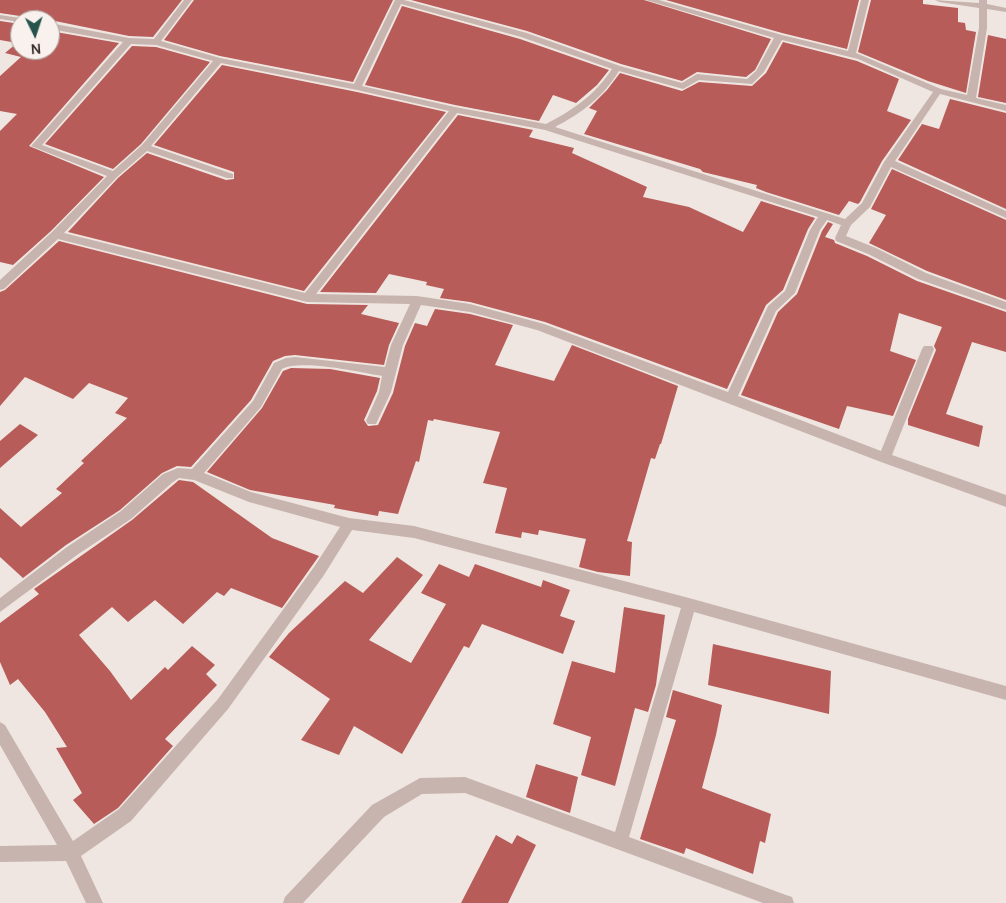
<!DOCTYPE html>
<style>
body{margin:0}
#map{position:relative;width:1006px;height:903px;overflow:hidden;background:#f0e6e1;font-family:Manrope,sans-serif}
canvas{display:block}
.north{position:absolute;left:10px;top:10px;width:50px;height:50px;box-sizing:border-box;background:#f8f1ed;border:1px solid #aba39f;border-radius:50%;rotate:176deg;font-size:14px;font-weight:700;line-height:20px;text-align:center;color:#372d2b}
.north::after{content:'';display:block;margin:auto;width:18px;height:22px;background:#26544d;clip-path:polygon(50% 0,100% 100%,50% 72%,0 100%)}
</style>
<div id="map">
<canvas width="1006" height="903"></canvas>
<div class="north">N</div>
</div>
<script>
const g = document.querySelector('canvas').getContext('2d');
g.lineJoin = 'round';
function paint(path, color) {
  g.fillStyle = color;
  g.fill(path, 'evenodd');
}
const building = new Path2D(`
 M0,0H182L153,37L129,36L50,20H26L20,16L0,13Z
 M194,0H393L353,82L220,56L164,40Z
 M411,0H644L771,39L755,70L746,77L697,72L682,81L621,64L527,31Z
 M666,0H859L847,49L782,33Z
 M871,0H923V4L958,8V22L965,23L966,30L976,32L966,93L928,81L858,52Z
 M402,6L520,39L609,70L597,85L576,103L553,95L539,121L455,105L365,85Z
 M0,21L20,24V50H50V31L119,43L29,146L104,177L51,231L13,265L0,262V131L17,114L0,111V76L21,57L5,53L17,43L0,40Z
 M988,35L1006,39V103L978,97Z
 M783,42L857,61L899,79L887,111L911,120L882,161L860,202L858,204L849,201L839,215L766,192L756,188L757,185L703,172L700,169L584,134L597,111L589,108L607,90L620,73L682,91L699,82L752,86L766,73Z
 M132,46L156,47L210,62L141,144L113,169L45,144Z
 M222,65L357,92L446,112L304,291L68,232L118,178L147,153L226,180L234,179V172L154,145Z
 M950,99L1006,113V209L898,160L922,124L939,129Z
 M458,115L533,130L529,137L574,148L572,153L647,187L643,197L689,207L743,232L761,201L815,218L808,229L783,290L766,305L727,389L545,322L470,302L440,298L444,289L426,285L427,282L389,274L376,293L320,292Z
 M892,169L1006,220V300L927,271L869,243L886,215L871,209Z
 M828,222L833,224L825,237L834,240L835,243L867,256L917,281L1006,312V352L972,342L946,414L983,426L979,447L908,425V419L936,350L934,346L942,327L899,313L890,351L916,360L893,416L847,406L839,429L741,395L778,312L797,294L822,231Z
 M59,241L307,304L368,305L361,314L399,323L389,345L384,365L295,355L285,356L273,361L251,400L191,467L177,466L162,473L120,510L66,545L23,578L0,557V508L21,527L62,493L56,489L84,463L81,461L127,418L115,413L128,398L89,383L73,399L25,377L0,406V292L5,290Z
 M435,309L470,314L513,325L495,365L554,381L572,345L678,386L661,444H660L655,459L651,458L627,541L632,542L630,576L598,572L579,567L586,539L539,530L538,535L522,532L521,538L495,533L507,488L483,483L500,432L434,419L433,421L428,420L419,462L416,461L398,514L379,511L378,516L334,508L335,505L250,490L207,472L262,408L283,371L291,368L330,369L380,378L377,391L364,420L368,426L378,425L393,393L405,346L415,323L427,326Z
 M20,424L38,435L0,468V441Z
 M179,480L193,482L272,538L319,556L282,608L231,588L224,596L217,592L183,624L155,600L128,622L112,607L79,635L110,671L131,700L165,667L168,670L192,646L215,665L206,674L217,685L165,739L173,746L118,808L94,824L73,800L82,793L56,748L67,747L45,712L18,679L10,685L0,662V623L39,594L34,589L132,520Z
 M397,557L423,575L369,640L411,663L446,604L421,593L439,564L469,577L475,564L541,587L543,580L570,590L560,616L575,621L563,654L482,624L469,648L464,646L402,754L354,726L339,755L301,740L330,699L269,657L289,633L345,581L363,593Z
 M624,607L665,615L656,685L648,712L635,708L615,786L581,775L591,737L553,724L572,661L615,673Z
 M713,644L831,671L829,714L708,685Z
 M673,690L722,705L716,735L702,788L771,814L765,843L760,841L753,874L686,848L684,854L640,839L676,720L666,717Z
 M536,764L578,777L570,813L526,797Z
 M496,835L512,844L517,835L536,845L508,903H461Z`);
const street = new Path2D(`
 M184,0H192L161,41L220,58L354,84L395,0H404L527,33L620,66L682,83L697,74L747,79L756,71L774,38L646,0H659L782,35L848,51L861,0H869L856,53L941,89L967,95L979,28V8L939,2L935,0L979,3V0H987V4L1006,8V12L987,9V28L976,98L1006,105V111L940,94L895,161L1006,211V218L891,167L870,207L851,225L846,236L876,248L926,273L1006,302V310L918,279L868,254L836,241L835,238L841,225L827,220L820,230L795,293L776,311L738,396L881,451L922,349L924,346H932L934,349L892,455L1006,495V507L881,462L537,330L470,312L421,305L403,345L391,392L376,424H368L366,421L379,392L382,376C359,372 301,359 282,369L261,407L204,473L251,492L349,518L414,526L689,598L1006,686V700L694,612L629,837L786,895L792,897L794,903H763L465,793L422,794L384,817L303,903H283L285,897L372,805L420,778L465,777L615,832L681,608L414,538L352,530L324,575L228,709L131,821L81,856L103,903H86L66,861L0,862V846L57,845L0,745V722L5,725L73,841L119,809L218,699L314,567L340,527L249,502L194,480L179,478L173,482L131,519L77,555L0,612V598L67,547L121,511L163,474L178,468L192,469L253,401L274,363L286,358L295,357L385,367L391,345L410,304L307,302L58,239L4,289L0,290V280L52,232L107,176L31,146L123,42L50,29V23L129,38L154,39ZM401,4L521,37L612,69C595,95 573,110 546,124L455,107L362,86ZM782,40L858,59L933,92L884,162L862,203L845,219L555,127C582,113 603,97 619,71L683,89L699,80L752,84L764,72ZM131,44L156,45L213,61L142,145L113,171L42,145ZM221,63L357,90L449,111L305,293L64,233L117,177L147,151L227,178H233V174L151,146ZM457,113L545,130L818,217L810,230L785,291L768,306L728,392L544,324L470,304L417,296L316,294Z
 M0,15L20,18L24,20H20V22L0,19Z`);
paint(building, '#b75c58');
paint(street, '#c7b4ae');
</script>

::::

# PROBLEM TO SOLVE
Every line in the data that holds the string "canvas" should be returned.

# SOLUTION FOR THIS TASK
canvas{display:block}
<canvas width="1006" height="903"></canvas>
const g = document.querySelector('canvas').getContext('2d');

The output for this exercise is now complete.